* **Your goal**: Reproduce the records below exactly from their first line through the line containing "position:absolute; left:1188px; top:15px;", omitting all pictures.

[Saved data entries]
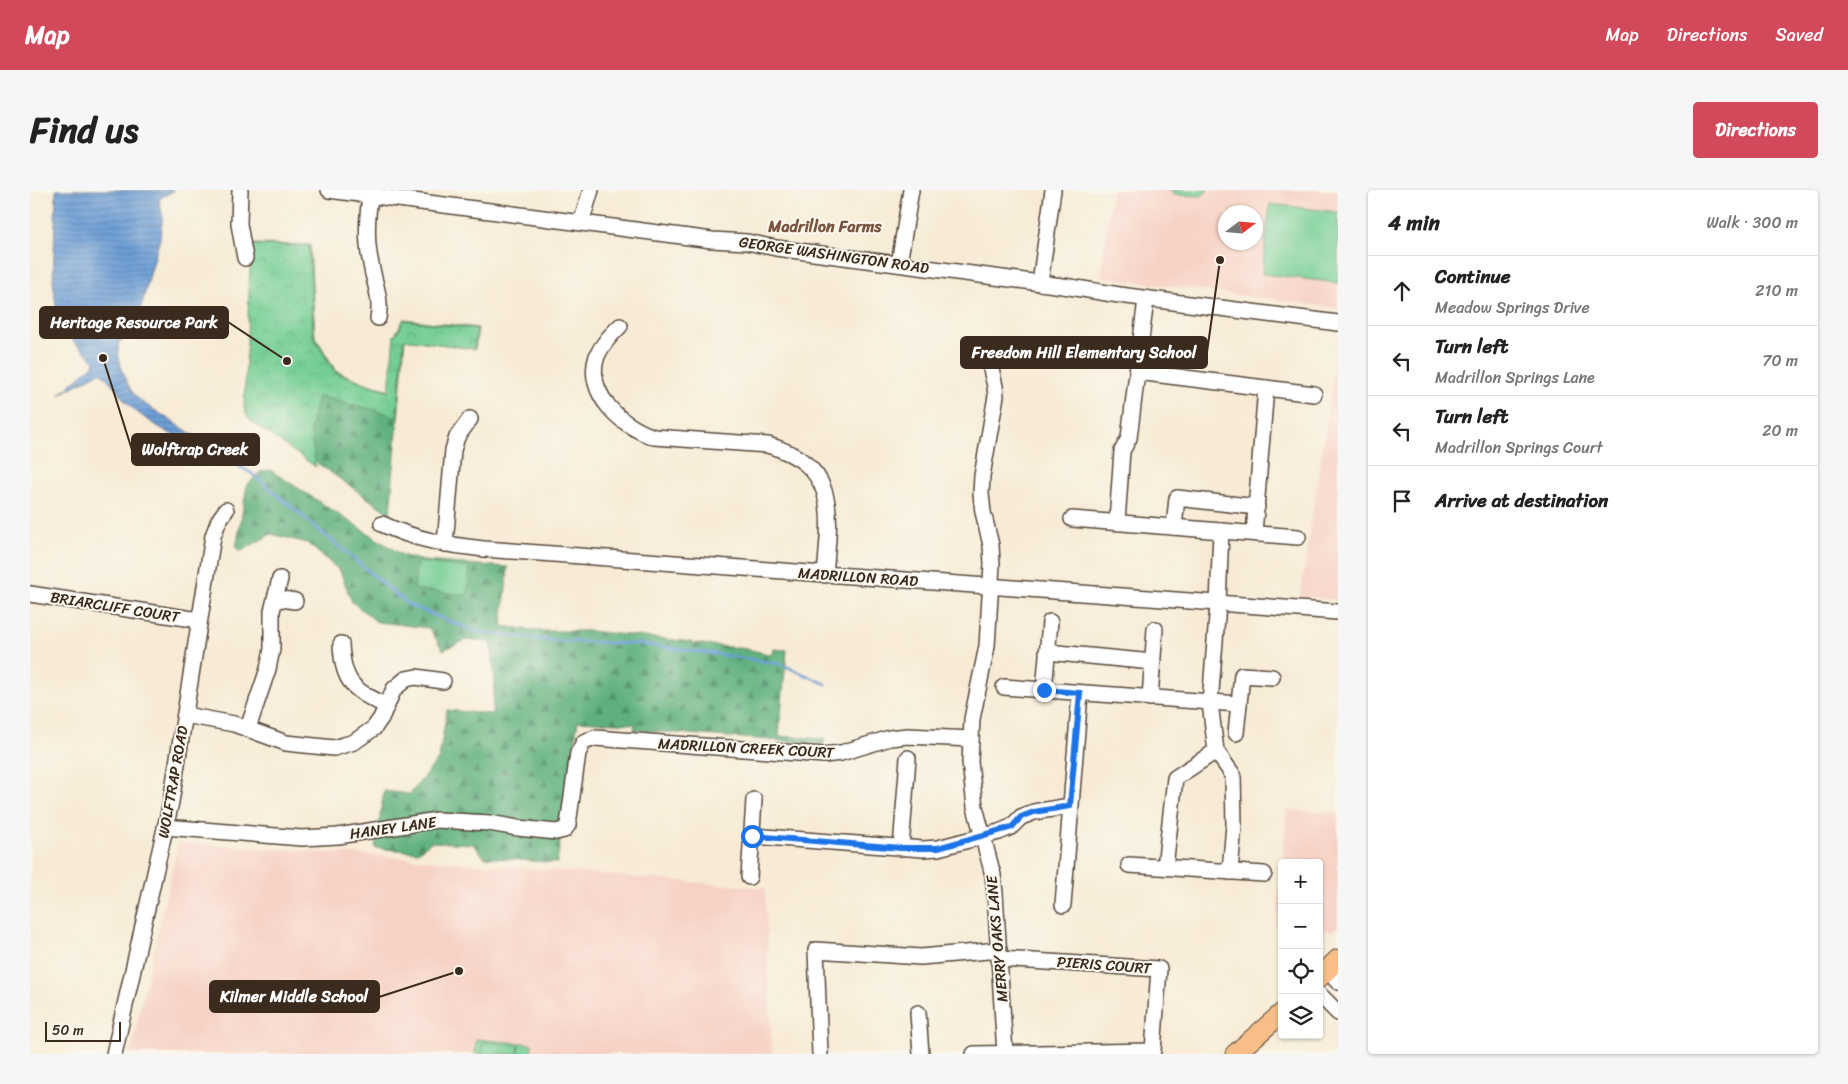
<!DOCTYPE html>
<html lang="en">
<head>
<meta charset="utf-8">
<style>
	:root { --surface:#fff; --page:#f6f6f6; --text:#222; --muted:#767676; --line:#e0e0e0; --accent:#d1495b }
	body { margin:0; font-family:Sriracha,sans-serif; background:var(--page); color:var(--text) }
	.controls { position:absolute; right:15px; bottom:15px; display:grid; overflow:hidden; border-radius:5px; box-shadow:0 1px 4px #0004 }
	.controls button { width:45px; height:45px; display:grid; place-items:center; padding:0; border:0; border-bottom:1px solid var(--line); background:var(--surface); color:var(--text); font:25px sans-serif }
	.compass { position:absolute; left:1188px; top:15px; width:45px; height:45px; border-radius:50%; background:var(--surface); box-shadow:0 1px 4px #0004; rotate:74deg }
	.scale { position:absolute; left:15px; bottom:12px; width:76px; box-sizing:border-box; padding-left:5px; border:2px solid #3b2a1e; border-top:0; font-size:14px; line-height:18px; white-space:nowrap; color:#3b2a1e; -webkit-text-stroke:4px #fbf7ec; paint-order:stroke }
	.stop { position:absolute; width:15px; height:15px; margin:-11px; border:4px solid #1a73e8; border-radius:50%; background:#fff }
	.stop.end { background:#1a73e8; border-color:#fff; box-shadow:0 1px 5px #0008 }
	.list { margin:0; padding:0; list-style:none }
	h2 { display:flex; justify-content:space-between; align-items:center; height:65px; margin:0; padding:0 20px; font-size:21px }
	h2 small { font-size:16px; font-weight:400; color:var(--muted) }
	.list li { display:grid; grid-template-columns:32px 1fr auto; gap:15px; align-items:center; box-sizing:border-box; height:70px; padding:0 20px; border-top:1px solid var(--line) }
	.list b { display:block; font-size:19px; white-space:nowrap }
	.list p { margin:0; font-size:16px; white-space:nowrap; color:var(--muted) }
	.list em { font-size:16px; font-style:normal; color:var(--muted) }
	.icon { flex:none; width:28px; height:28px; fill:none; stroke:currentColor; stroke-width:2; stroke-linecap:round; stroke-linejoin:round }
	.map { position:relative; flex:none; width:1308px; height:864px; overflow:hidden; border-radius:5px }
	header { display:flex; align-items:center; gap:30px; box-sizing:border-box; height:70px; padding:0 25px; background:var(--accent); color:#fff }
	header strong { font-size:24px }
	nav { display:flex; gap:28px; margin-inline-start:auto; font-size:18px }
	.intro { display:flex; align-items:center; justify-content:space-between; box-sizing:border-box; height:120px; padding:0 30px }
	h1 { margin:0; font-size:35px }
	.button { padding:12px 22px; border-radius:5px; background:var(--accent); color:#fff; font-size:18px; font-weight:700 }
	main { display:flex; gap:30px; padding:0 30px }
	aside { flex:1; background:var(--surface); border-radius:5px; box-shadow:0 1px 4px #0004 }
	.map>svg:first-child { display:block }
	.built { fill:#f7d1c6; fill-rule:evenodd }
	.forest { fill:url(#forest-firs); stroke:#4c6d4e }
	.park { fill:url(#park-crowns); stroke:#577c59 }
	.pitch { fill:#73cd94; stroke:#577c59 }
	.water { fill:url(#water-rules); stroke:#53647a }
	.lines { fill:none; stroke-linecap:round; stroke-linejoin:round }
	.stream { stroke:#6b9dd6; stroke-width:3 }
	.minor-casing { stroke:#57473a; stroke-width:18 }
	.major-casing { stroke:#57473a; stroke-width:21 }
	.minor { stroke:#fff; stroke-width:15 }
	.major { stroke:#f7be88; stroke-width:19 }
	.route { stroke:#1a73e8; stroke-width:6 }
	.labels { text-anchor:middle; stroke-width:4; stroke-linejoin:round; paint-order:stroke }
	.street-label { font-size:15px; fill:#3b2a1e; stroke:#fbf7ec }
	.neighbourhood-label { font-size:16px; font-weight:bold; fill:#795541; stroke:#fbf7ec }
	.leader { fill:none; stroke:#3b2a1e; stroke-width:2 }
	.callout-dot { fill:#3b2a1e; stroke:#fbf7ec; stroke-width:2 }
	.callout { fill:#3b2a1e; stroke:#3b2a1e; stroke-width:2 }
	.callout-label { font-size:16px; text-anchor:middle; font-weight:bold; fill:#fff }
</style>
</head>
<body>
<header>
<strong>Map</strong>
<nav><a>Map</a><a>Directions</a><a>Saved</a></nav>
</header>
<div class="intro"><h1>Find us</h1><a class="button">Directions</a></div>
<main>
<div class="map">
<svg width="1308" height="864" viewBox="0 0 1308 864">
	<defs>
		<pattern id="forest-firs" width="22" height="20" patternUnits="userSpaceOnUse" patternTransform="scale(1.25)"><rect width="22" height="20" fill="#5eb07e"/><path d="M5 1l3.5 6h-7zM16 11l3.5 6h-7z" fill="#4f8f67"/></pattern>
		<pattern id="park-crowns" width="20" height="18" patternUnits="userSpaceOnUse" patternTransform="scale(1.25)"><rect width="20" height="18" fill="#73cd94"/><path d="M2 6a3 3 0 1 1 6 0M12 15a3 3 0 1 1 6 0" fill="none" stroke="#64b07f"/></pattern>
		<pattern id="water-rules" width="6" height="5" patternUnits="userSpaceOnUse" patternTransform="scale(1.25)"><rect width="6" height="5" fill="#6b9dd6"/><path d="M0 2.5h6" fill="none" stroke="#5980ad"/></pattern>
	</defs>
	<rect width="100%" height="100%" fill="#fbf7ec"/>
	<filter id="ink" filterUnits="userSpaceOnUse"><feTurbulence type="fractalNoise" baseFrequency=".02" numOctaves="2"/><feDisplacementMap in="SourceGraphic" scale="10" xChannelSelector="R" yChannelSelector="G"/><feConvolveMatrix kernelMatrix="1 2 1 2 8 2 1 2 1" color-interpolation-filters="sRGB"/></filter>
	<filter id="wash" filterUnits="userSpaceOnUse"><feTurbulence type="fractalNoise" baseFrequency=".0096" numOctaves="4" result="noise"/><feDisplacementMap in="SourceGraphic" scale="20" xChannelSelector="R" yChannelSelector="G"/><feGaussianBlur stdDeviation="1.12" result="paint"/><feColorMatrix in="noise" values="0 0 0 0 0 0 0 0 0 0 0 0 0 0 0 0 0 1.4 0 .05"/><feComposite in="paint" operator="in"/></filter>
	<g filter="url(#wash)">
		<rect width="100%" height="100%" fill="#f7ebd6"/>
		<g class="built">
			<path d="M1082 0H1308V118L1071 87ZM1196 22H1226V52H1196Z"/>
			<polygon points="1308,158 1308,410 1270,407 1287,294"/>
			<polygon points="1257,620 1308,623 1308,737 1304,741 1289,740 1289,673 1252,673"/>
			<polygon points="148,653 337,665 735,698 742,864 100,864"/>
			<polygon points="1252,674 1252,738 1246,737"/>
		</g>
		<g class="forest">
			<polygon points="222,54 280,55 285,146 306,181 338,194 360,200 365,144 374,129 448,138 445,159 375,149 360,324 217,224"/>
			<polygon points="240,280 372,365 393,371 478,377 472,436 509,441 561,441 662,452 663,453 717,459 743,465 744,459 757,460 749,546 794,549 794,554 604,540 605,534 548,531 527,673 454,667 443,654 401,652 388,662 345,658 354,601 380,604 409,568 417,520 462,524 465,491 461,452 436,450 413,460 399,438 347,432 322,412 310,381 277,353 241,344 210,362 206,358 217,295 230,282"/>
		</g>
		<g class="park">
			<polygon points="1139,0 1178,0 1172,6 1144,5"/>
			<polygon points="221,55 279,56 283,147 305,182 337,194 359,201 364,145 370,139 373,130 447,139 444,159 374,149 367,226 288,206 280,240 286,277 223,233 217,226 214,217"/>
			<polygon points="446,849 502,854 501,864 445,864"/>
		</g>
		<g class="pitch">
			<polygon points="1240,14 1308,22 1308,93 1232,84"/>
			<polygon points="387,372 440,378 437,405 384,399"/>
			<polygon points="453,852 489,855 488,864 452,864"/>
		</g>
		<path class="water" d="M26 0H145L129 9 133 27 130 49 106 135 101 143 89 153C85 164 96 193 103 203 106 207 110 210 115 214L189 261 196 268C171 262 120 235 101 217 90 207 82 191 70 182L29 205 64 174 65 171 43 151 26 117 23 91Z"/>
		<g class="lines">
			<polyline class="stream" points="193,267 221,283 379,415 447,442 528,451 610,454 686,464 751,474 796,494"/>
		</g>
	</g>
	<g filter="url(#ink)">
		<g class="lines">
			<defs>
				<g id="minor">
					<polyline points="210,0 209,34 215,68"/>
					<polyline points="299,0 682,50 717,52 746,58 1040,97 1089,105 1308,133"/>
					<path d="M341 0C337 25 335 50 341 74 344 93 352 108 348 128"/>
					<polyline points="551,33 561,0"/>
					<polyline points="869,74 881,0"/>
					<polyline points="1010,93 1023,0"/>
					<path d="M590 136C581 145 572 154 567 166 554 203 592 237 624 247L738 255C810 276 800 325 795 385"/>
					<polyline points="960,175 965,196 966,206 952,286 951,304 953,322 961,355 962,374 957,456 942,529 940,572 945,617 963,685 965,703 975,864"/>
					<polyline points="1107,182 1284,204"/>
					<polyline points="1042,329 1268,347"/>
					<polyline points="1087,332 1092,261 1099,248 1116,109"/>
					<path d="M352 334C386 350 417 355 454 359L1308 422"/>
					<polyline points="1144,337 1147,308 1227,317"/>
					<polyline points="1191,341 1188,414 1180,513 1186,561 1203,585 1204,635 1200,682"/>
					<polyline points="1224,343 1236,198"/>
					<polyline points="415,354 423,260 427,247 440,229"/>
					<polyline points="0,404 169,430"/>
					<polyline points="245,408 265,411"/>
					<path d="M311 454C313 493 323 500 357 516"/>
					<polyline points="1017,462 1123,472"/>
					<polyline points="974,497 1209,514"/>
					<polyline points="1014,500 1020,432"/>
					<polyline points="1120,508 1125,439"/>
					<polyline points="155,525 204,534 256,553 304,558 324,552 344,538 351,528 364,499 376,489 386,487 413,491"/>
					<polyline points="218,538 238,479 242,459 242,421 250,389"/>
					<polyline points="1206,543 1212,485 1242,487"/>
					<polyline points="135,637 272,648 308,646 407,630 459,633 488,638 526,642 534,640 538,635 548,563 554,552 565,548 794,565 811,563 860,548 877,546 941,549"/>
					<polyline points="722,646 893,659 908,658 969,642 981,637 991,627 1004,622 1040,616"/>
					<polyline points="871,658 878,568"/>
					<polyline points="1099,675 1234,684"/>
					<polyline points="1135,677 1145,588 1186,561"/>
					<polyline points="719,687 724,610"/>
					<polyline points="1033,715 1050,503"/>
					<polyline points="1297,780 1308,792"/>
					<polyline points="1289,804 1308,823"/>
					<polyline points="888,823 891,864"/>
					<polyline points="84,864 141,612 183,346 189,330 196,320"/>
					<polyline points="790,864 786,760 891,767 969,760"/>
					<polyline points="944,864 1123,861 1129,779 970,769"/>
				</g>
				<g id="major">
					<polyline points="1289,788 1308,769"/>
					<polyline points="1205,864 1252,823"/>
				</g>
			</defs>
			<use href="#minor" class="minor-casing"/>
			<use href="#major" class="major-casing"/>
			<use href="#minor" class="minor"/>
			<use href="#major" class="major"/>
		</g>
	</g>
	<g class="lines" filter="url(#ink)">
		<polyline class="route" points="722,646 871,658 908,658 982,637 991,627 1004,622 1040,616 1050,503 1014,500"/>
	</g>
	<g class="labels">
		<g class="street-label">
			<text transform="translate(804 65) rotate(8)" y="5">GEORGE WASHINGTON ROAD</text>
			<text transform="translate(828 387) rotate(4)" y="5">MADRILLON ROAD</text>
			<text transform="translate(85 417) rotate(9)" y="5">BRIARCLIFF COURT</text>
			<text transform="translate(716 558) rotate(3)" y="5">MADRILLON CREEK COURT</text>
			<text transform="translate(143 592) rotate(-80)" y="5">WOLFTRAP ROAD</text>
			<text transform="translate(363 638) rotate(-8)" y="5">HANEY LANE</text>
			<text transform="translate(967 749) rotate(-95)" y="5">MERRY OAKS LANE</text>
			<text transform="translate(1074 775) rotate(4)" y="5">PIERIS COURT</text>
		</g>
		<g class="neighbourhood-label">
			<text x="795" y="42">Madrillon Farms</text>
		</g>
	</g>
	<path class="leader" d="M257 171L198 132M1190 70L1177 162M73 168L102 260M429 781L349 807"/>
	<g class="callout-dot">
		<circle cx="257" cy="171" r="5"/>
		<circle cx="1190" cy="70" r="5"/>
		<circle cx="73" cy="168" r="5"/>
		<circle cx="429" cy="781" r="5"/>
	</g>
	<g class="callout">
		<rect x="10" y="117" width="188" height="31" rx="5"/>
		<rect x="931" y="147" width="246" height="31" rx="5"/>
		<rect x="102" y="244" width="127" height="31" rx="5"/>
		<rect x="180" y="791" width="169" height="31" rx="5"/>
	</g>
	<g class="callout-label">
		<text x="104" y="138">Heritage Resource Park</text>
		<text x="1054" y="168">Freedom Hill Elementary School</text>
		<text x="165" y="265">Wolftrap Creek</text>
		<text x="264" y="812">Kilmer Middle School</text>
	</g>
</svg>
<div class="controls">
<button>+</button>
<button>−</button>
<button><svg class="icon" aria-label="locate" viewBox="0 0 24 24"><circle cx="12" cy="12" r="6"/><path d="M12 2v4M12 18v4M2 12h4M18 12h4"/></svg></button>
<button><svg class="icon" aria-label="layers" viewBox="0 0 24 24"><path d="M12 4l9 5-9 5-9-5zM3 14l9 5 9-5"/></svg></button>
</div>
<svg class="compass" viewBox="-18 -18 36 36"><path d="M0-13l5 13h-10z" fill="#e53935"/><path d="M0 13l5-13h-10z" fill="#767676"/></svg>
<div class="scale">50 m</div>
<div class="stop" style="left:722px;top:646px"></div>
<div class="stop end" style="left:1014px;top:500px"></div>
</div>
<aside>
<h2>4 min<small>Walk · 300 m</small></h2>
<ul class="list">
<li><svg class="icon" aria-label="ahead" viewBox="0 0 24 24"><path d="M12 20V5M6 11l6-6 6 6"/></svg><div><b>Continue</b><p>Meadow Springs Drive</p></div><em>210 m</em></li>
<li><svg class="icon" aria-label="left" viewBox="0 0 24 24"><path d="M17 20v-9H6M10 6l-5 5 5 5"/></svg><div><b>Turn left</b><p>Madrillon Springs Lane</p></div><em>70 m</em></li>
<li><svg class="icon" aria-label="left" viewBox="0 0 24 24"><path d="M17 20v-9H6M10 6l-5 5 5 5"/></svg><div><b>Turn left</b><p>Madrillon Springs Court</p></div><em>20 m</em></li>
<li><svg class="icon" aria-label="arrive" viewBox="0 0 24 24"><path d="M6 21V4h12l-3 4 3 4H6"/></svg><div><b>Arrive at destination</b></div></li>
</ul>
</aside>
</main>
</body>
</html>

* **Solution to this task**:
<!DOCTYPE html>
<html lang="en">
<head>
<meta charset="utf-8">
<style>
	:root { --surface:#fff; --page:#f6f6f6; --text:#222; --muted:#767676; --line:#e0e0e0; --accent:#d1495b }
	body { margin:0; font-family:Sriracha,sans-serif; background:var(--page); color:var(--text) }
	.controls { position:absolute; right:15px; bottom:15px; display:grid; overflow:hidden; border-radius:5px; box-shadow:0 1px 4px #0004 }
	.controls button { width:45px; height:45px; display:grid; place-items:center; padding:0; border:0; border-bottom:1px solid var(--line); background:var(--surface); color:var(--text); font:25px sans-serif }
	.compass { position:absolute; left:1188px; top:15px; width:45px; height:45px; border-radius:50%; background:var(--surface); box-shadow:0 1px 4px #0004; rotate:74deg }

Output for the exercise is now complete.